= Pocket contract =

A pocket contract is a land-purchase deal that abuses a loophole in the legal restrictions regulating land deals.

The term is mostly used in Hungary. Until May 2014, Hungarian laws did not allow foreigners to purchase Hungarian land. The term originally referred to land deals that omitted the date of the purchase, and the contract was kept ‘in the pocket’ until the land law is changed. The term is now used in a more general sense, and it refers to any contract that aims to circumvent the land laws for the purpose of land grabbing.

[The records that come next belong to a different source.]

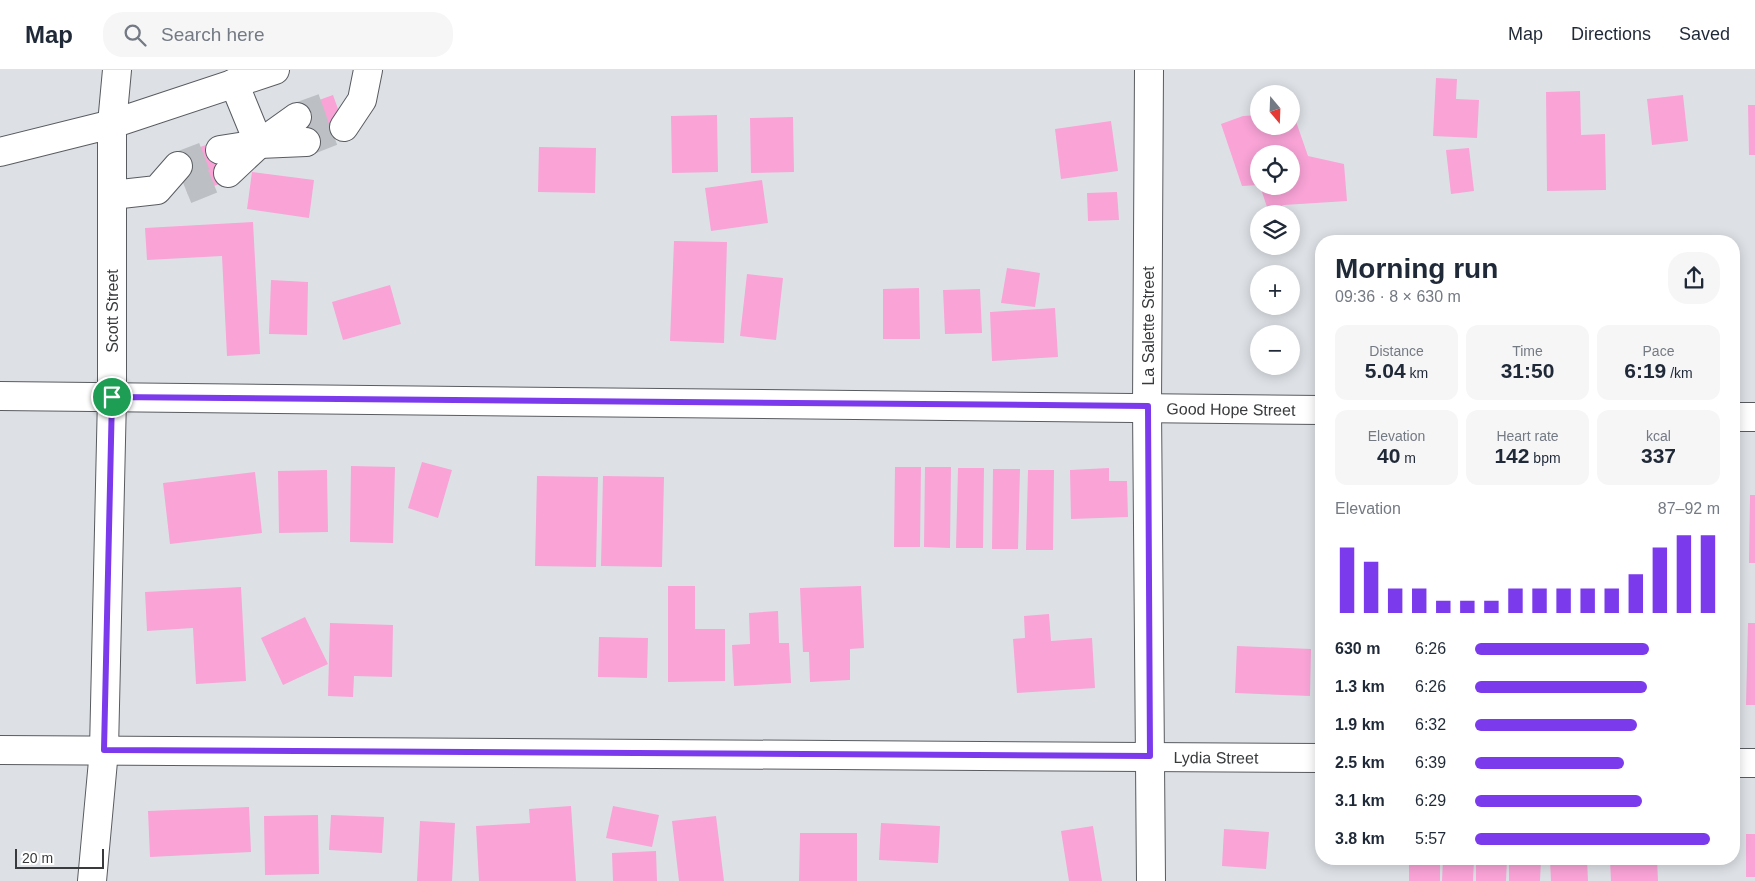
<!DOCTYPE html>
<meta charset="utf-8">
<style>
body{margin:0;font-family:Helvetica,sans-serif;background:#f6f6f7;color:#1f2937;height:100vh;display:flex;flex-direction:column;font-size:19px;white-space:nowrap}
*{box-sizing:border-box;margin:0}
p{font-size:16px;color:#747a83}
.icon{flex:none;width:28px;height:28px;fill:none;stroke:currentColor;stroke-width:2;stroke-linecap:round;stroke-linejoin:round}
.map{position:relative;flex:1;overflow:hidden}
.sheet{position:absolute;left:1315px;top:165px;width:425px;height:630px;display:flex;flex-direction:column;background:#fff;border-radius:20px;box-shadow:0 2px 12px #0003}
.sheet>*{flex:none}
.needle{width:32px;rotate:161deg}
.controls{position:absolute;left:1250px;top:15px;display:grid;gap:10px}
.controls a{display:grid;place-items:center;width:50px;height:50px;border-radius:50%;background:#fff;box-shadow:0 2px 12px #0003;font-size:25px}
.scale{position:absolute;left:15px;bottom:12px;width:89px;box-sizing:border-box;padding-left:5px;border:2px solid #383a3c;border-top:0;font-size:14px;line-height:18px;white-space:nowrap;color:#383a3c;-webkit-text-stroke:4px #fff;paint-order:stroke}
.pin{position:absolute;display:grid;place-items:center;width:42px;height:42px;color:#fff;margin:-21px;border:2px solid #fff;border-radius:50%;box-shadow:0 1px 5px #0007}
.round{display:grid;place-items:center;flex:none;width:52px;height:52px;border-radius:20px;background:#f6f6f7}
.summary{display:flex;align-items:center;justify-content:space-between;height:85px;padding:0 20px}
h1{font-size:28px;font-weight:700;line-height:38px}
.metrics{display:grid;grid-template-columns:repeat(3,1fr);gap:8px;height:85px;padding:5px 20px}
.metrics div{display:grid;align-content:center;border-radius:12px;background:#f6f6f7;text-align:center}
.metrics b{font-size:21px;font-weight:700}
.metrics small{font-size:14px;font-weight:400}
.metrics p{font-size:14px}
.chart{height:140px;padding:10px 20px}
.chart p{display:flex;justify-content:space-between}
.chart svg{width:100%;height:90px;margin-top:5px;stroke:#7c3aed;stroke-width:6}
ul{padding:0 20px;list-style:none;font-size:16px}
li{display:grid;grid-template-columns:80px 60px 1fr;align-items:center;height:38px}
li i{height:12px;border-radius:6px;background:#7c3aed}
header{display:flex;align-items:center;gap:30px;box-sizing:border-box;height:70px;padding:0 25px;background:#fff;border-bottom:1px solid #e0e1e3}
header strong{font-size:24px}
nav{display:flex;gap:28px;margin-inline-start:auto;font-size:18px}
.search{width:350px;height:45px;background:#f6f6f7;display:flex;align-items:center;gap:12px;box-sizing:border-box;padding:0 18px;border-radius:20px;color:#747a83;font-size:19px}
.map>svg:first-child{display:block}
</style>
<header>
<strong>Map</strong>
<div class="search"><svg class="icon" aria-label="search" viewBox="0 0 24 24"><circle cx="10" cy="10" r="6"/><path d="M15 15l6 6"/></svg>Search here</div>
<nav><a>Map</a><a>Directions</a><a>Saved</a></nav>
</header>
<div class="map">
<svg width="1755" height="811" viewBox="0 0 1755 811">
<rect width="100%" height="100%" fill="#dde1e6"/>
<!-- building -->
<path fill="#f9a3d7" d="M1436 8 1457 9 1456 29 1479 30 1477 68 1433 66Z
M1580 21 1581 65 1605 64 1606 120 1547 121 1546 22Z
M333 25 347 64 308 78 294 39Z
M1683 25 1688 71 1652 75 1647 29Z
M1748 35H1755V85H1749Z
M1292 40 1308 86 1344 94 1347 131 1284 135 1268 140 1260 116H1291V84H1259V115L1242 116 1221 54 1243 46 1259 45V56H1291Z
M717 45 718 102 672 103 671 46Z
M793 47 794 102 751 103 750 48Z
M1111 51 1118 101 1061 109 1055 59Z
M217 71 231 110 188 125 175 86Z
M539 77 596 78 595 123 538 122Z
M1469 78 1474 121 1451 124 1446 80Z
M252 102 314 110 309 148 247 139Z
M762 110 768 153 711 161 705 118Z
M1117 122 1119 150 1088 151 1087 123Z
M253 152 260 284 227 286 222 186 147 190 145 158Z
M674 171 727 172 724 273 670 271Z
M1007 198 1040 203 1035 237 1001 233Z
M747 204 783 208 776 270 740 266Z
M271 210 308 212 307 265 269 264Z
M390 215 401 254 343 270 332 232Z
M919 218 920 269H883V219Z
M980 219 982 263 945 264 943 220Z
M1055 238 1058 287 992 291 990 242Z
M422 392 452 400 438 448 408 438Z
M351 396 395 397 393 473 350 472Z
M895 397H921L920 477H894Z
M925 397H951L950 478 924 477Z
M958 398H984L983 478H956Z
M1109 398V411H1127L1128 447 1071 449 1070 400Z
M993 399H1020L1018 479H992Z
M327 400 328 462 279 463 278 401Z
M1028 400H1054L1053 480H1026Z
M255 402 262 463 170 474 163 413Z
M537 406 598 407 596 497 535 496Z
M603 406 664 407 662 497 601 496Z
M1750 425H1755V493H1749Z
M668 516H695V559H725V611L668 612Z
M861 516 864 578 850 579V610L810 612 809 582H803L800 518Z
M241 517 246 611 196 614 193 558 147 561 145 522Z
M778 541 779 573H789L791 613 734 616 732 575 750 574 749 543Z
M1049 544 1051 571 1092 568 1095 618 1017 623 1013 569 1025 568 1024 546Z
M305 547 328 594 283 615 261 568Z
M330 553 393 555 392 607 354 606 353 627 328 626Z
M1748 553H1755V635H1746Z
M599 567 648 568 647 608 598 607Z
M1237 576 1311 579 1310 626 1235 623Z
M571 736 576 811H479L476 756 530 753 529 739Z
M613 736 659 745 652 777 606 768Z
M249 737 251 782 150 787 148 741Z
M318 745 319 804 265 805 264 746Z
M331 745 384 747 382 783 329 780Z
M716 746 724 811H679L672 751Z
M420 751 455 753 452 811H417Z
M881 753 940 756 938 793 879 790Z
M1093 756 1102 811H1069L1061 761Z
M1224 759 1269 762 1266 799 1222 796Z
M800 763H857V811H799Z
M1746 764H1755V807H1746Z
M656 781 657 811H613L612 783Z
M1409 789H1440V811H1409Z
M1443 789H1474L1473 811H1442Z
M1476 789H1507L1506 811H1476Z
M1509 789H1541L1540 811H1509Z
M1550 789H1587L1588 811H1551Z
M1610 789H1657L1658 811H1611Z"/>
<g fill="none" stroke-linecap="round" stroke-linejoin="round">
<!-- minor-tunnel -->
<path stroke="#bcc0c4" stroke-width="28" stroke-dasharray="28 14" stroke-linecap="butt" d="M297 47 336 33
M306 72 344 57
M178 96 220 80
M186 120 228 103"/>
<!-- minor casing -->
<g stroke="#585b60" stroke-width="30">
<g id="minor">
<path d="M1149 0 1147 337 1151 811"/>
<path d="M234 13 259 74 306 72"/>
<path d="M344 57 362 30 368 0"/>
<path d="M220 80 259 74"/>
<path d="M228 103 259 74 297 47"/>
<path d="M112 125 157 120 178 96"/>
<path id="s1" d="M0 326 1321 340"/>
<path d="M1734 347H1755"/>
<path id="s2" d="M0 680 1321 688"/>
<path d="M1734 693H1755"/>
</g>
</g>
<!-- major casing -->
<g stroke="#585b60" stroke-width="30">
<path id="major" d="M0 82 112 54 275 0
M92 811 104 680 112 327V54L117 0"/>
</g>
<!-- minor -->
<use href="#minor" stroke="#fff" stroke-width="28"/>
<!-- major -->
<use href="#major" stroke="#fff" stroke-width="28"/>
</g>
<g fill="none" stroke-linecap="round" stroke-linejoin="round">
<!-- route casing -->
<g stroke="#fff" stroke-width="10">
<path id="route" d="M112 327 1148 336 1150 686 104 680Z"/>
</g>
<!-- route -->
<use href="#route" stroke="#7c3aed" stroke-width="6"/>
</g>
<g text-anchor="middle" stroke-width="4" stroke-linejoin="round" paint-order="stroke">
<!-- street labels -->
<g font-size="16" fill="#383a3c" stroke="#fff">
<text transform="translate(112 241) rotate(-90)" y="6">Scott Street</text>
<text transform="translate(1148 256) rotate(-90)" y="6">La Salette Street</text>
<text dy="6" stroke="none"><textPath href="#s1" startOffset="1231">Good Hope Street</textPath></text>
<text dy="6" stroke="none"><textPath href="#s2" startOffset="1216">Lydia Street</textPath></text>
</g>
</g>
</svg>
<div class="controls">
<a><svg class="needle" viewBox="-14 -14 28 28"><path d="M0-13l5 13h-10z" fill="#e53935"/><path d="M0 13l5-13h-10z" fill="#747a83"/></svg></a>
<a><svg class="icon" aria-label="locate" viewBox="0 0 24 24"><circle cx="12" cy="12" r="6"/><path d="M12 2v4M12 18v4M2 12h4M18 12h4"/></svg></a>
<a><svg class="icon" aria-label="layers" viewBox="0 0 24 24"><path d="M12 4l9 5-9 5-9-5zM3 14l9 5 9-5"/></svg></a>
<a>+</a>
<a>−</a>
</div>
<div class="scale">20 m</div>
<div class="pin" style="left:112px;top:327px;background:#1e9e55"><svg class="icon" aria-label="arrive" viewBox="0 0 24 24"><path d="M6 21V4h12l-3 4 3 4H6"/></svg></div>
<section class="sheet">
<div class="summary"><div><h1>Morning run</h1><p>09:36 · 8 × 630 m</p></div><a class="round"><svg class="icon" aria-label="share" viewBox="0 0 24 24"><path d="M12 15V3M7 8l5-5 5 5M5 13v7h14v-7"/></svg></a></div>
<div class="metrics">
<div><p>Distance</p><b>5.04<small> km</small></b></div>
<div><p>Time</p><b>31:50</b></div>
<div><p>Pace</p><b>6:19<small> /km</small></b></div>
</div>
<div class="metrics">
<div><p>Elevation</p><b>40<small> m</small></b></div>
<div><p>Heart rate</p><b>142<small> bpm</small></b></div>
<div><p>kcal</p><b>337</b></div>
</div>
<div class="chart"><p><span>Elevation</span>87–92 m</p>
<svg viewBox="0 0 160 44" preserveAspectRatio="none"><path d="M5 44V12M15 44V19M25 44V32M35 44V32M45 44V38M55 44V38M65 44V38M75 44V32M85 44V32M95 44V32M105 44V32M115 44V32M125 44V25M135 44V12M145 44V6M155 44V6"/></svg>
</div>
<ul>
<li><b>630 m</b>6:26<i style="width:71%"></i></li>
<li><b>1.3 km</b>6:26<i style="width:70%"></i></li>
<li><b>1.9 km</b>6:32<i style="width:66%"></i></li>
<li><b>2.5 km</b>6:39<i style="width:61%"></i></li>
<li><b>3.1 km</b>6:29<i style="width:68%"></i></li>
<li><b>3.8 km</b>5:57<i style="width:96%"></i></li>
</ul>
</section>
</div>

The Győr-Moson Sopron County Agricultural Chamber has identified over 16 different types of ‘pocket contract’ over the last decade (some of them have since been excluded due to changes in the Land Tenure Act).

== Legal action ==
In February 2014, the Hungarian parliament approved a modified law on pocket contracts, which sought to make action taken by the authorities against the invalid ownership and misuse of farmland in Hungary more effective.

In May 2014, under an obligation undertaken in its EU accession agreement, Hungary lifted the ban for foreigners on purchasing Hungarian land. However, the country's new land act ensures the possibility of purchasing land practically only to Hungarian farmers. Therefore, many foreigners that purchased Hungarian land in pocket contracts, tried to sell them to Hungarian customers.